To me, the most difficult thing is that the quanta of gravity must have spin 2 and be massless, and you can't construct a quantum field theory which is Lorentz-invariant and renormalizable. This is wienberg-witten theorem.
 
  • #3
I agree with malawi_glenn, and another important reason is that classically the equations of General Relativity develop singularities (black holes) within a finite time. The classical analogues of our quantum fields for the color force, weak force, and e&m do not have this behavior.
 
  • #4
Mass has not anti-mass in the same way as we have positive and negative charges etc.
 
  • #5
To me, the most difficult thing is that the quanta of gravity must have spin 2 and be massless, and you can't construct a quantum field theory which is Lorentz-invariant and renormalizable. This is wienberg-witten theorem.

Could you put that clearer? Do you find it difficult that
- quanta of gravity must have spin 2 and be massless
and
- can't construct a quantum field theory which is Lorentz-invariant and renormalizable

If so, why do you find it difficult?
 
  • #6
You can show that gravitons must have that property within the standard model and then the rest follows from Wienberg-Witten theorem.

The difficultly is that you can't construct a quantum field theory which is lorentz invariant and renormalizable with that property of the graviton.
 

Related to Grand unified theories and quantum mechanics

1. What is a grand unified theory (GUT)?

A grand unified theory is a theoretical framework that attempts to unify all of the known fundamental forces in the universe, specifically the strong, weak, and electromagnetic forces, into a single mathematical model. It aims to explain the fundamental structure of the universe and the interactions between all particles.

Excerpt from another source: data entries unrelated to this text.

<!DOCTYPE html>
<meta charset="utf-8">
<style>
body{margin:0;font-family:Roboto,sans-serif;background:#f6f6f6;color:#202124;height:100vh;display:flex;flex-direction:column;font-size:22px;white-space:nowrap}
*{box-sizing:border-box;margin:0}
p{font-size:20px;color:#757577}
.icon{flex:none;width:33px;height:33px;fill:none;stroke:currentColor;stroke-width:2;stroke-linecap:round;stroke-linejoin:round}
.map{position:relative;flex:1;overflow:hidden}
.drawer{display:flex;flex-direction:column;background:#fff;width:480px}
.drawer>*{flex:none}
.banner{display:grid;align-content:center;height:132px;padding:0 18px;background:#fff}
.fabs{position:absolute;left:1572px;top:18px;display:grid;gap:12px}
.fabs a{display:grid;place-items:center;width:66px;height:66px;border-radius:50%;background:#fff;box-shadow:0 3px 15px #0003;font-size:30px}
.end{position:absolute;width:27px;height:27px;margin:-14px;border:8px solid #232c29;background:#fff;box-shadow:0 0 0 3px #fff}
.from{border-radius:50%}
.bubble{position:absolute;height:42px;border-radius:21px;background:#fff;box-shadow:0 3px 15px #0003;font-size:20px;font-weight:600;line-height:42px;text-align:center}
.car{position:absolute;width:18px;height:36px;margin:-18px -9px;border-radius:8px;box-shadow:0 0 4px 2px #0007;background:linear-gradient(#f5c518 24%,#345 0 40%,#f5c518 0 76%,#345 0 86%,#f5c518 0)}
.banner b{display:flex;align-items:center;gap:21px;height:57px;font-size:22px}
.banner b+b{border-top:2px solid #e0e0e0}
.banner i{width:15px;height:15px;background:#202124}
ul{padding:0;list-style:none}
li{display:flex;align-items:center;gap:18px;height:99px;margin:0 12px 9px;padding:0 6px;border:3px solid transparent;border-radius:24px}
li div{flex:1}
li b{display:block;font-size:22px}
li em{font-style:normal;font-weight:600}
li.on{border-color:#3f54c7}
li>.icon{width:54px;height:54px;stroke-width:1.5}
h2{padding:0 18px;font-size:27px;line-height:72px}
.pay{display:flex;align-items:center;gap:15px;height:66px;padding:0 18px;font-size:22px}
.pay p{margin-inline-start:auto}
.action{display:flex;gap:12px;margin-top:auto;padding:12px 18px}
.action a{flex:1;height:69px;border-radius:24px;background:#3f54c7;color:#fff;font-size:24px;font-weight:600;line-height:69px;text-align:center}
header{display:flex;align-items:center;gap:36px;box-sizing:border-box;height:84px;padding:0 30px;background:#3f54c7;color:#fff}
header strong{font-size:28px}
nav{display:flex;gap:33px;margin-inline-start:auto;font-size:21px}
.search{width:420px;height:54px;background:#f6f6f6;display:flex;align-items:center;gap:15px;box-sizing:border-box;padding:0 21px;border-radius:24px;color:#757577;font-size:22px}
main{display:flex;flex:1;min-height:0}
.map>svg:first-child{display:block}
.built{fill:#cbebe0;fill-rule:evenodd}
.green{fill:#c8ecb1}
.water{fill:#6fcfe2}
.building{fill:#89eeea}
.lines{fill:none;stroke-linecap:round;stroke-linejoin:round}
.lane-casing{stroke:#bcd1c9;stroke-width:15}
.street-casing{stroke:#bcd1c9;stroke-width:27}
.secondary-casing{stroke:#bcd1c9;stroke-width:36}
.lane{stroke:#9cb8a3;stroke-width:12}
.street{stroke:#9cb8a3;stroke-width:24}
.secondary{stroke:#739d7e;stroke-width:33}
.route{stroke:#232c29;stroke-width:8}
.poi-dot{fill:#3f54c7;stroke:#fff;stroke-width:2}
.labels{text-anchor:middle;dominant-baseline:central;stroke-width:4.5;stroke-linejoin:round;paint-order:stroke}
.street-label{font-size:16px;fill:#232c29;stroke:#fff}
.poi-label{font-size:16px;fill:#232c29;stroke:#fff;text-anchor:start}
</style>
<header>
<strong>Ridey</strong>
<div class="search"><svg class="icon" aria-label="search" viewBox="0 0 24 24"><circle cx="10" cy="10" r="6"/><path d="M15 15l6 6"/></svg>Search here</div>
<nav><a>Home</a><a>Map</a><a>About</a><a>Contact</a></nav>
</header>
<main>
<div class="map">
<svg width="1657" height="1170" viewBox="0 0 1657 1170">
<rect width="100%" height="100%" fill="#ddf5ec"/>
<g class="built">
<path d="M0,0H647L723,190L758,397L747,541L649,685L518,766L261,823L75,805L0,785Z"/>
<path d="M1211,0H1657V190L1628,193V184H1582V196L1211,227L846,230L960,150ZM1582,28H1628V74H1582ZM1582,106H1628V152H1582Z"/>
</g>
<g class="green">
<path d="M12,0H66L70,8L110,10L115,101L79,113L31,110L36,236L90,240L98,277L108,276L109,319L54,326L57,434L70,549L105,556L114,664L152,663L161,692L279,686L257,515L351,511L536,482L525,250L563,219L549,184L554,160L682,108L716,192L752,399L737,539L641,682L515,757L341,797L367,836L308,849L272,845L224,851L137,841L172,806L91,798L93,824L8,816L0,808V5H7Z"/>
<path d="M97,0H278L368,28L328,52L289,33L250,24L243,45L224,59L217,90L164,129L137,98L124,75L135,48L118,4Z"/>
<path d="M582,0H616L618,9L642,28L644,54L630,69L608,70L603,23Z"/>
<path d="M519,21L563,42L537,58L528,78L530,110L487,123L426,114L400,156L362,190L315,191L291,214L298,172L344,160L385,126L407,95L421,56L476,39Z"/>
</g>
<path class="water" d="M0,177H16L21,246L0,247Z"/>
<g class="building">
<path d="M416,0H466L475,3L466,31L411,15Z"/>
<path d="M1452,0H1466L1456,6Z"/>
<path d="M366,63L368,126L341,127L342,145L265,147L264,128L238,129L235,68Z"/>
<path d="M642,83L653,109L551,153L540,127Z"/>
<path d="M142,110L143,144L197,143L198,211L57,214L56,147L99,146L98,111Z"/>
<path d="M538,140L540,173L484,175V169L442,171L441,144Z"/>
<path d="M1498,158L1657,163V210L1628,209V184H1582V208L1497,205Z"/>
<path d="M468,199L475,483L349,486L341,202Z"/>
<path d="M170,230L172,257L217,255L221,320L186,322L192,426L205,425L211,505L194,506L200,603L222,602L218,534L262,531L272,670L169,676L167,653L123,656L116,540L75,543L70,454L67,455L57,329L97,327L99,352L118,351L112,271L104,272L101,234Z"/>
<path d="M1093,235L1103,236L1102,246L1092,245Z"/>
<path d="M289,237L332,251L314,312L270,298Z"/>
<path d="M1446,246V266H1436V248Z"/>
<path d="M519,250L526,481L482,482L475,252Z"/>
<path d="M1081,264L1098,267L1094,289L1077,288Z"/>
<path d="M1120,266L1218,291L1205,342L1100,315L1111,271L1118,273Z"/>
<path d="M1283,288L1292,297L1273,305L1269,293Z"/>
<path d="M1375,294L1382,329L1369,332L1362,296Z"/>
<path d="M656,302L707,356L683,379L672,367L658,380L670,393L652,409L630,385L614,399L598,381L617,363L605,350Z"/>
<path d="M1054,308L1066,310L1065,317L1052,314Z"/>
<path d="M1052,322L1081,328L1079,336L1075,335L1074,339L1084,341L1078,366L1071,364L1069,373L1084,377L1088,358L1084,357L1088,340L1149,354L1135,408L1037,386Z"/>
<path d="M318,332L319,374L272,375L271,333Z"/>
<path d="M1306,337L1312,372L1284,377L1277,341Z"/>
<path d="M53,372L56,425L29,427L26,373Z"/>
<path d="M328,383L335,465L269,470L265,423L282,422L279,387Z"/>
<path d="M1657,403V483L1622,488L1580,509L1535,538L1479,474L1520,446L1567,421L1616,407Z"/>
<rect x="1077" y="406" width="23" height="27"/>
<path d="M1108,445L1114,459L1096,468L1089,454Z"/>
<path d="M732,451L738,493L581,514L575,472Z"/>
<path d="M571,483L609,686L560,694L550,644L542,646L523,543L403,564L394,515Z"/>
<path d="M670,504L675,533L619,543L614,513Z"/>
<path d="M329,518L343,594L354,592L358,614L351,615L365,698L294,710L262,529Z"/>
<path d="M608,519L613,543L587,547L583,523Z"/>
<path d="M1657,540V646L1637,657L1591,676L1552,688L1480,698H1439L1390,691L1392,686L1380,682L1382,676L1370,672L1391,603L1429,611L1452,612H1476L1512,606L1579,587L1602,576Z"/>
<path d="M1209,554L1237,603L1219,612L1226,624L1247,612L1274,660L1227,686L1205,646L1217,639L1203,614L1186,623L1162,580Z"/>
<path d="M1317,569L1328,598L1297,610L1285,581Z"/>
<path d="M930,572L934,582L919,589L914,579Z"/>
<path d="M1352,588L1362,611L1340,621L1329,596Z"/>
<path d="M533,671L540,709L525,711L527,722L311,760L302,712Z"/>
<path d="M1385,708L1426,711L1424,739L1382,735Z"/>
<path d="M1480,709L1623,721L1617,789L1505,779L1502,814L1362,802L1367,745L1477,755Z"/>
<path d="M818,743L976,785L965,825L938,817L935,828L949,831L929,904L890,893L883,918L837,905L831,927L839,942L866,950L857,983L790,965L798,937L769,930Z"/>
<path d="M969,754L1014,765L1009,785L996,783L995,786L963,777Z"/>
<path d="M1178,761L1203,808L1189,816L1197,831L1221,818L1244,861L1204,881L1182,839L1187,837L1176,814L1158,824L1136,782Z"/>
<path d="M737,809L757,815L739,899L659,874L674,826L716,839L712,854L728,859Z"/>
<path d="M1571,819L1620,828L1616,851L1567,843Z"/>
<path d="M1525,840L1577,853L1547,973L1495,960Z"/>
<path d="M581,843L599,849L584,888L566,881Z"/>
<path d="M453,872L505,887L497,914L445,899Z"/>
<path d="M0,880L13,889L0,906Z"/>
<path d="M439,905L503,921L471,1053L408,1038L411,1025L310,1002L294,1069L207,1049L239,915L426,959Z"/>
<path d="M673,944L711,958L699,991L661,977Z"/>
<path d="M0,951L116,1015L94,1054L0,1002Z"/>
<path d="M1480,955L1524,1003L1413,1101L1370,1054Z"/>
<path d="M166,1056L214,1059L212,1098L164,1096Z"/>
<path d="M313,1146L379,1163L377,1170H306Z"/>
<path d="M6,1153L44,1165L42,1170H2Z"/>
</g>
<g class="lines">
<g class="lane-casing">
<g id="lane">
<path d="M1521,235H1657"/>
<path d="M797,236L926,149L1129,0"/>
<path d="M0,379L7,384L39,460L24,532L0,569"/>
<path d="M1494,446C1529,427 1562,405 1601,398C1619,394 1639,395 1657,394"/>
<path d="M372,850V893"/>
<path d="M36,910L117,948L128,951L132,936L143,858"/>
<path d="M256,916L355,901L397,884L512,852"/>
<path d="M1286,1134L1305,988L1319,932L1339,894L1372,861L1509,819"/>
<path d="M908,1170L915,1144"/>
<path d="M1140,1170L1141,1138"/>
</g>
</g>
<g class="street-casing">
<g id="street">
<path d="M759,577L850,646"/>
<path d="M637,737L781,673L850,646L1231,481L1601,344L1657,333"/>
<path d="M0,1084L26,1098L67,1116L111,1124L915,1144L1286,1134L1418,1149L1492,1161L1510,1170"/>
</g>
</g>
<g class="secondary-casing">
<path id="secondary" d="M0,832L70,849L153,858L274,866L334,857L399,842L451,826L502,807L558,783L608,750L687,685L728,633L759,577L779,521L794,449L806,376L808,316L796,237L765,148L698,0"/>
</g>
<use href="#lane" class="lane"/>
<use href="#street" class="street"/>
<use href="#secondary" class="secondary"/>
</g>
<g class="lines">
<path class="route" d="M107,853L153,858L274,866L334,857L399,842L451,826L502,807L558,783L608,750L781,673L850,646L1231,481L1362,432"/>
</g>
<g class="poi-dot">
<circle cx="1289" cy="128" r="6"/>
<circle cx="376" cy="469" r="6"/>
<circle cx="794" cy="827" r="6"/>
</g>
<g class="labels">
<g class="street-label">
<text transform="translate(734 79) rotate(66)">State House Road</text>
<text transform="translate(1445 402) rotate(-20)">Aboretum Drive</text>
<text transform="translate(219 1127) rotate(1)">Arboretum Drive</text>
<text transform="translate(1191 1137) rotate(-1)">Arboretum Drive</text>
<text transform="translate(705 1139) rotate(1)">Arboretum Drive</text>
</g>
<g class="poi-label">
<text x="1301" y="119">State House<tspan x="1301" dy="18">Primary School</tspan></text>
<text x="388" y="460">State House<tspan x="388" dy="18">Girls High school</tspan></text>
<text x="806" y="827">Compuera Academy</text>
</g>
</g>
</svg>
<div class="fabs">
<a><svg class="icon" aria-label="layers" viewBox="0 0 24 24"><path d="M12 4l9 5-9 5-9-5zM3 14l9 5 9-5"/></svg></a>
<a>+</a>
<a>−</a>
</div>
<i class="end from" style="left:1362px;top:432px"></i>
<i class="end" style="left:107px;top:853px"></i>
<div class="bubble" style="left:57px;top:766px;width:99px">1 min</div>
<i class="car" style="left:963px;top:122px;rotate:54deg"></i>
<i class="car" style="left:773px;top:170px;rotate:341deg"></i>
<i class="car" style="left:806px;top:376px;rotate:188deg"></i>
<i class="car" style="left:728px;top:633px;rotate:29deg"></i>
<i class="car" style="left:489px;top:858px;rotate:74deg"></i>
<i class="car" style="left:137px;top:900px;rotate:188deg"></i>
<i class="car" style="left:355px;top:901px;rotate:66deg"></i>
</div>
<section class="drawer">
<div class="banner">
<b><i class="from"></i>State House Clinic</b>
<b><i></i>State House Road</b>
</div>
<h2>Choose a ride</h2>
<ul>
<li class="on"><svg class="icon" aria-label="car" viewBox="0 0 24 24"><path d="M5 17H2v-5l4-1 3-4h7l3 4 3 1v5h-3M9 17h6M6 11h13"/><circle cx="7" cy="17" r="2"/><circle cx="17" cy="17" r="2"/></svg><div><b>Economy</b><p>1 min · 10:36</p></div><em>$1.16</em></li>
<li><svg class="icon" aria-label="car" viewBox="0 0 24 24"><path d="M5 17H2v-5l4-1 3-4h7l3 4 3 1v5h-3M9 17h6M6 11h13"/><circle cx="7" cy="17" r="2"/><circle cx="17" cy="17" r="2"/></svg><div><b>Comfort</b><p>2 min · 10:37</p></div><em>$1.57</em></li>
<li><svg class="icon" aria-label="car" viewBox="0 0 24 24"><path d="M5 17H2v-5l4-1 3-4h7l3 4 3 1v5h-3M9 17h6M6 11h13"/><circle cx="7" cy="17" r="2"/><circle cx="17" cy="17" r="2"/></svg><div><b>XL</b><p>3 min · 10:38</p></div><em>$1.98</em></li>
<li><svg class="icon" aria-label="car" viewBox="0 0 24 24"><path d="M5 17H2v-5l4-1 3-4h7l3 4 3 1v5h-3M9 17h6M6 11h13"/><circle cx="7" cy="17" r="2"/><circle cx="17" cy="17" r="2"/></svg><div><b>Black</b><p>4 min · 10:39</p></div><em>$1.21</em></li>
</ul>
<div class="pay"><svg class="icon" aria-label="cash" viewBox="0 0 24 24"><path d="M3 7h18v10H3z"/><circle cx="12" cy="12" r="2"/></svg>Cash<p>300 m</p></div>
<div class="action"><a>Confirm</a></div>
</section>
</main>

2. How does quantum mechanics relate to grand unified theories?

Quantum mechanics is a fundamental theory of nature that describes the behavior of particles at the microscopic level. It is an essential component of grand unified theories as it provides the mathematical framework for understanding the behavior of particles and their interactions within the unified theory.

3. What are the main challenges in developing a grand unified theory?

One of the main challenges in developing a grand unified theory is the inability to experimentally test it at the energies required for unification. Additionally, there are still many unanswered questions in both quantum mechanics and particle physics that must be addressed in order to create a complete and accurate grand unified theory.

4. Are there any experimental evidence or observations that support grand unified theories?

While there is currently no direct experimental evidence for grand unified theories, there have been some successes in experiments that indirectly support the idea. For example, the existence of neutrino oscillations and the idea of baryogenesis can be explained by some GUT models.

5. Can grand unified theories be used to explain the origins of the universe?

Yes, grand unified theories are often linked to theories of cosmic inflation and the Big Bang. These theories propose that the universe underwent a rapid expansion in its early stages, and a grand unified theory can help explain the fundamental forces and particles that were present during this time.